Global Warming is Real, Y’all

Just kidding.  Just kidding as in that’s not what we’re going to talk about today.  Global warming is real.  Whatever.  The point is, today I bring to you a cautionary tale out of Dickinson ISD, who went to the mattresses with their insurance company, Texas Windstorm Insurance Association (“TWIA”) over storm damage caused by Hurricane Ike.  No, you mean Hurricane Harvey [you’re probably thinking].  No, I mean Ike.  As in 2008 Ike.  Ten years ago Ike.

There are a couple of lessons here. The first of which is to carefully read a case before you represent to the entire Law Dawg readership that you are covering it tomorrow.  The second is that if, like Dickinson ISD, you decide to take on your insurance carrier on a coverage claim, you need to prepare yourself to fight tooth and nail for a very long time.

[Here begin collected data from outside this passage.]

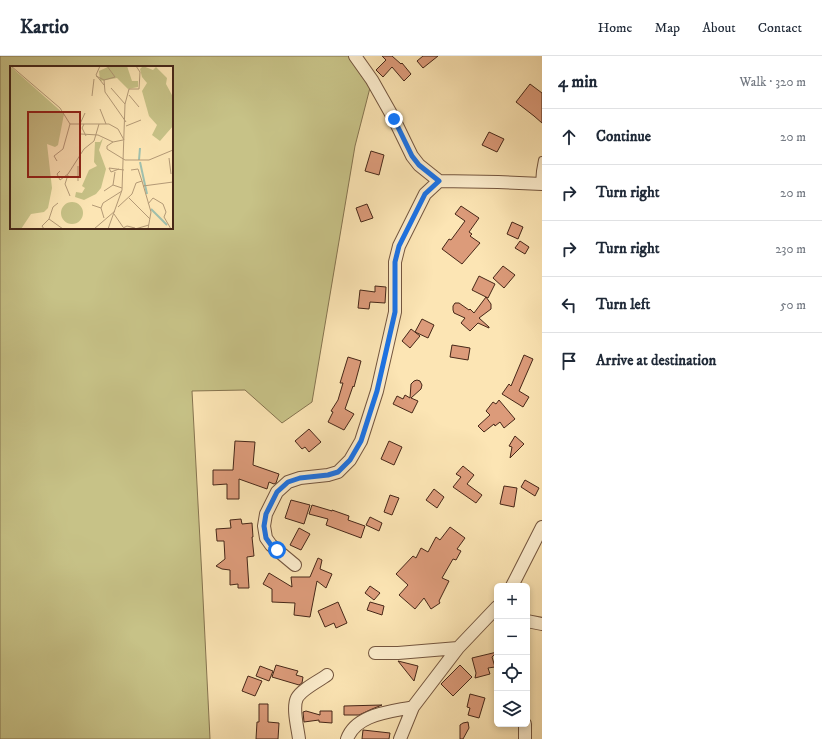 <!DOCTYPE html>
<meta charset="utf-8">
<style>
body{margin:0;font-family:"IM FELL DW Pica",serif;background:#f6f6f7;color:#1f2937}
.controls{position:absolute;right:12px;bottom:12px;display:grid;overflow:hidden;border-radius:6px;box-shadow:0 2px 6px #0003}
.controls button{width:36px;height:36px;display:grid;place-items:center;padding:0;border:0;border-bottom:1px solid #e0e1e3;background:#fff;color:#1f2937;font:20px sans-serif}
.stop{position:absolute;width:12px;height:12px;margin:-9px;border:3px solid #1a73e8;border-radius:50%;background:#fff}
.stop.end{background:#1a73e8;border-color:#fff;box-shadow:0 1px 4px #0008}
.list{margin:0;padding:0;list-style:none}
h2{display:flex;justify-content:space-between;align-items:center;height:52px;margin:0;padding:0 16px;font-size:17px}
h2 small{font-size:13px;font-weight:400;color:#747a83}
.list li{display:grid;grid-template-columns:26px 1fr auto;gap:12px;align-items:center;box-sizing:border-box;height:56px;padding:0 16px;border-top:1px solid #e0e1e3}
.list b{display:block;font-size:15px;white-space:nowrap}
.list em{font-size:13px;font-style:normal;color:#747a83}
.icon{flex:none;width:22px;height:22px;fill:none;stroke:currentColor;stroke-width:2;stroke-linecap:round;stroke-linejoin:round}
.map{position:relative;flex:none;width:542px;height:683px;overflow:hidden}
header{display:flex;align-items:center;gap:24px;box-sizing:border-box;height:56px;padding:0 20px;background:#fff;border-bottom:1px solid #e0e1e3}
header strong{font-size:19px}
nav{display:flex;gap:22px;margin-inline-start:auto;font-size:14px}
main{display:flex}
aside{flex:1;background:#fff}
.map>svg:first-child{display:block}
.green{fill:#c7c287;stroke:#867450;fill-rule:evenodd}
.building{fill:#dc9b7a;stroke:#462718}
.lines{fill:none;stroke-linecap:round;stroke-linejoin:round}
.lane-casing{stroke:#74563f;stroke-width:8}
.street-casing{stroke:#74563f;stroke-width:14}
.lane{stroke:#fdeece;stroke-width:6}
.street{stroke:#fdeece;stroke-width:12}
.route{stroke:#1a73e8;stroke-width:5}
.inset-river{fill:none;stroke:#9fbfad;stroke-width:2}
.inset-road{fill:none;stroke:#b39976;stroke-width:1}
.view{fill:#8f2418;fill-opacity:0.15;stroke:#8f2418;stroke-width:2}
.inset-edge{fill:none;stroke:#462718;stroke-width:2}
</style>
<header>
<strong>Kartio</strong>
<nav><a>Home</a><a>Map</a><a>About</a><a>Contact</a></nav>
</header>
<main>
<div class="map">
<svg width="542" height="683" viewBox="0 0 542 683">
<rect width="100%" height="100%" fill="#fce5b4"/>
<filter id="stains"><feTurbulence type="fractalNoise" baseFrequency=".005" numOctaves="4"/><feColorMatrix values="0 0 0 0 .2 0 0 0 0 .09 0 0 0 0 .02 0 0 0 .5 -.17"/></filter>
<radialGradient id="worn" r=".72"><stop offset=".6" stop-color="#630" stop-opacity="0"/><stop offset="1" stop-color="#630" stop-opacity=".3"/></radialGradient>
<!-- green -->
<path class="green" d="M0 0H355L372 24 355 90 312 346 282 367 245 334 192 335 202 522 210 683H0ZM11 11H172V172H11Z"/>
<!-- building -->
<path class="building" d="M382 0H392L401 8 402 7 411 18 404 25 392 11 383 21 376 14 386 4Z
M423 0H438L423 12 417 5Z
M530 28 542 37V67L534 60 516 46Z
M489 76 504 83 497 96 482 89Z
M371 95 384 99 379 119 365 115Z
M367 148 373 162 361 166 356 152Z
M461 150 479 162 469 176 472 178 470 180 480 187 462 208 442 193 449 183 451 184 465 165 455 158Z
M512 166 523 171 518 183 507 178Z
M520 185 529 191 525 198 515 192Z
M503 210 515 219 504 232 493 222Z
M479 220 495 228 488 242 472 234Z
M375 230 386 231 385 247 370 246 369 253 358 252 360 234 375 236Z
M486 241 491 248V253L479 262 489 271V272L478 267 470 275 461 267 465 262 454 257 453 254V250L455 247H459L469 254 470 253 474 257Z
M422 263 434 269 428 282 415 276Z
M411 273 420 280 410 292 402 285Z
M452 289 470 292 468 304 450 301Z
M524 299 533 303 519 335 529 341 523 351 502 338 509 328 511 330Z
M348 301 361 305 354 331 353 330 345 353 354 358 344 374 328 366 333 356 331 355 338 344 343 327H340Z
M417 324 420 325 422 329 421 333 411 342 418 345 412 357 393 348 397 340 403 343 405 339 410 342 411 328 414 325Z
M499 344 515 363 504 372 500 366 495 370 494 368 484 376 478 370 490 359 486 355 493 346 496 348Z
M309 373 321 386 309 396 305 391 302 393 295 385Z
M515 380 524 388 510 402 512 391 509 390Z
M235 385 255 386 253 409 279 418 276 427 274 428 269 426 267 433 239 423V443H227V428L213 429V414H233Z
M389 385 402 391 394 409 381 403Z
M463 410 474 419 467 428 482 439 476 447 453 431 461 421 456 418Z
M525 424 539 432 535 440 521 431Z
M504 430 517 432 514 451 500 448Z
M434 433 444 441 437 452 426 444Z
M390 439 399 442 392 459 384 456Z
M291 444 310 449 304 468 285 462Z
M312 449 332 455V454L349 460 348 464 365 470 361 482 326 469 328 463 309 458Z
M370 461 382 467 379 475 366 469Z
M241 463 242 468 252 467 253 481H252L254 500 247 501 249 532H238V528L230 529V514L222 513 216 510 225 503 224 485H217L216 473 231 472 230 464Z
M450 471 465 482 457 493 461 495 456 504 453 503 442 522 449 525 439 545 440 547 431 553 424 542 415 553 399 539 408 529 396 518 413 500 416 502 421 492 428 496 436 481 440 484Z
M299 472 310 478 301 494 290 489Z
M318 502 322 504 320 513 332 518 326 532 317 525 310 561 294 559 295 547 272 546V533L263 528 269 517 292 531 291 521H310Z
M370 530 380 537 374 544 365 537Z
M338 546 347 567 336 572 334 567 325 571 318 555Z
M370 546 384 550 382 559 367 554Z
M497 596 492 601 495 611 488 612 490 618 475 622 476 617 472 602Z
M398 605 418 610 414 625Z
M276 609 298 615 296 619 303 621 302 627 299 629 272 621Z
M460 609 472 621 453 640 441 628Z
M260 610 273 615 269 625 256 620Z
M248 620 262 625 255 640 242 635Z
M470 638 485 642 479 662 468 659 470 652 467 651Z
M259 648H268V666L279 667 278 683H256L257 666H259Z
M382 649 372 653 359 659H344V650Z
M306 655 320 659V655H332V667L319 666V664L304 666 303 656Z
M468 666 469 672 463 683H460V669L463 667Z
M363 674 390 677 389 683H362Z"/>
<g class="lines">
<defs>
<path id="lane" d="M539 128 540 115 542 104"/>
<path id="street" d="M355 0 372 24 394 63 412 100 419 109 439 125 498 126 542 128
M295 509 271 489 266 482 264 470 266 458 277 436 288 426 300 422 328 419 338 416 350 404 361 385 377 335 395 256V206L399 190 425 138 439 125
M512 530 542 471
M527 565 542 568
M375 597H398L458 592
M525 668V683
M299 683C298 673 292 652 297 642 302 633 319 625 327 619
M347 683C356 658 390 656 413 651L458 592 497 551
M400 683 413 651"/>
</defs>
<!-- lane casing -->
<use href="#lane" class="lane-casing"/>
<!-- street casing -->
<use href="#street" class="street-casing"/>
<!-- lane -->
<use href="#lane" class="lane"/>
<!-- street -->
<use href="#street" class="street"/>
</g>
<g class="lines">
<!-- route -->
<path class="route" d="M277 494 271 489 266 482 264 470 266 458 277 436 288 426 300 422 328 419 338 416 350 404 361 385 377 335 395 256V206L399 190 425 138 439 125 419 109 412 100 394 63"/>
</g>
<!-- overview -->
<g transform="translate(10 10)">
<rect width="163" height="163" fill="#fce5b4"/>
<path d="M0 0 54 48 48 79 45 81 37 78 42 122 38 142 34 146 21 148 11 163H0ZM100 0H117L122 15H128V21L118 23 107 12 90 15 89 5ZM133 0 143 4 146 1 157 12 156 18 163 31V60L150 75 142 69 147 59 139 50 132 25 137 17 132 11 130 3ZM93 72 89 84 96 103 91 122 86 128 74 134 65 131 66 126 72 127 75 122 72 120 79 104 87 100 84 96 85 76H90ZM51 147a11 11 0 1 1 22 0a11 11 0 1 1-22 0Z" fill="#c7c287"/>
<path class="inset-river" d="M129 94 130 82M130 96 137 128M141 143 157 159"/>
<path class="inset-road" d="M1 0 50 42 60 58M90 0 86 9 94 19M86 10 94 14 95 26 116 56M94 14 105 11 97 0M101 22 115 38M119 29 129 41M82 30 84 13M90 43 96 58M60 58H99L108 63 114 74M70 58 75 47M74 58 72 62 76 70M116 60 131 54M71 68 88 69 103 76 113 74M103 76 97 80V83L115 94H139L163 84M159 92 161 108M47 95 44 90 53 83 60 58M109 103 101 106 99 102 114 104M121 104 128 103 132 115 141 146 138 163M50 105 47 108 50 114 58 108 74 83 84 75 89 58M58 109 55 118 60 130M68 115V100M103 119 105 106M133 120 163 116M94 125 103 119 112 122M119 132 140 153M138 138 143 132 153 138 156 146 154 151 161 163M82 139 91 142 94 152M108 141 122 128 126 117 132 115M91 142 93 137 112 125M104 148 113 161M39 153 43 141 48 137M113 162 117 160 125 162M34 163 32 160 39 153 53 163M84 163 105 145M98 163 112 124 115 38 119 23H129L130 6 126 0M125 163 139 159"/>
<path class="view" d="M18 46H70V111H18Z"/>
<rect width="163" height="163" class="inset-edge"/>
</g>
<rect width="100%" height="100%" filter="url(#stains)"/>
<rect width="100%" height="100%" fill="url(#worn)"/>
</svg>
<div class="controls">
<button>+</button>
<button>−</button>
<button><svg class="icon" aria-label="locate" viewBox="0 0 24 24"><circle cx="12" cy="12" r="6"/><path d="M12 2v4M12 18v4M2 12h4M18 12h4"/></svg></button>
<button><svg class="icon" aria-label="layers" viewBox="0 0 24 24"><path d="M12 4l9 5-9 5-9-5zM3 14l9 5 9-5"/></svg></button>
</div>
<div class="stop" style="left:277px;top:494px"></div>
<div class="stop end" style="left:394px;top:63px"></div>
</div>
<aside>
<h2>4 min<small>Walk · 320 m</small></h2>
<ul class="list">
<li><svg class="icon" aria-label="ahead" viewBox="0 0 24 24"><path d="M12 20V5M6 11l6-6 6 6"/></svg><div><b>Continue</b></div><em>20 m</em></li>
<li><svg class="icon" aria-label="right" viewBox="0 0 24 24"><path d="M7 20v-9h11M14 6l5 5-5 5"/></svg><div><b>Turn right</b></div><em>20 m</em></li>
<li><svg class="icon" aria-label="right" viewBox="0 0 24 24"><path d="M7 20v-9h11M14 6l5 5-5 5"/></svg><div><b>Turn right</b></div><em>230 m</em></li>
<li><svg class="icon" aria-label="left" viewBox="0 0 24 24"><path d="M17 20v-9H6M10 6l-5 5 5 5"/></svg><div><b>Turn left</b></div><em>50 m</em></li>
<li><svg class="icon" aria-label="arrive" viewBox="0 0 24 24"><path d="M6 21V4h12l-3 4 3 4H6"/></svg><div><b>Arrive at destination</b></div></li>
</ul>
</aside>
</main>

In this case, Texas Windstorm Insurance Association v. Dickinson Independent School District, the school district litigated a breach of contract claim against their carrier, TWIA, to the point of a five-day jury trial on the singular issue of whether TWIA breached the contract at the heart of the policy held by Dickinson ISD.  The jury concluded it did.  The trial court awarded $9.6 million dollars for the appraisal award, interest, and attorney’s fees, less prior payments, deductibles and sales tax.  TWIA immediately filed a motion to set aside this verdict and prevailed in part.  The issue was whether DISD adequately proved that the damage (roof) was caused by a “covered peril.”  This was a wind and hail policy, so “flood, surface water, waves, storm surge, tides, tidal water, tidal waves, tsunami, seiche [?], overflow of streams or other bodies of water, or spray from any of these, all whether driven by wind or not” were not covered.  Likewise, no rain damage was covered, unless caused by an opening itself caused by wind or hail.

Ultimately, the court concluded that DISD failed to conclusively establish that the direct physical losses to its covered property were caused by windstorm or hail.  For its part, DISD argued that the appraisal award determined the amount of its losses caused by the “covered peril” and that TWIA could not be permitted to dispute causation, rendering the appraisal process meaningless.  TWIA responded arguing that the appraisal process determines only damages (amounts) and not liability (causation).  Essentially the court sided with TWIA, holding that damages are properly determined by appraisers, that liability is properly determined by courts, and that DISD’s reliance on the appraisal was inadequate to establish liability.  The upshot?  More court proceedings.

DAWG BONE:  GO BACK AND READ YOUR INSURANCE POLICIES, PAYING PARTICULAR ATTENTION TO THE EXCLUSIONS.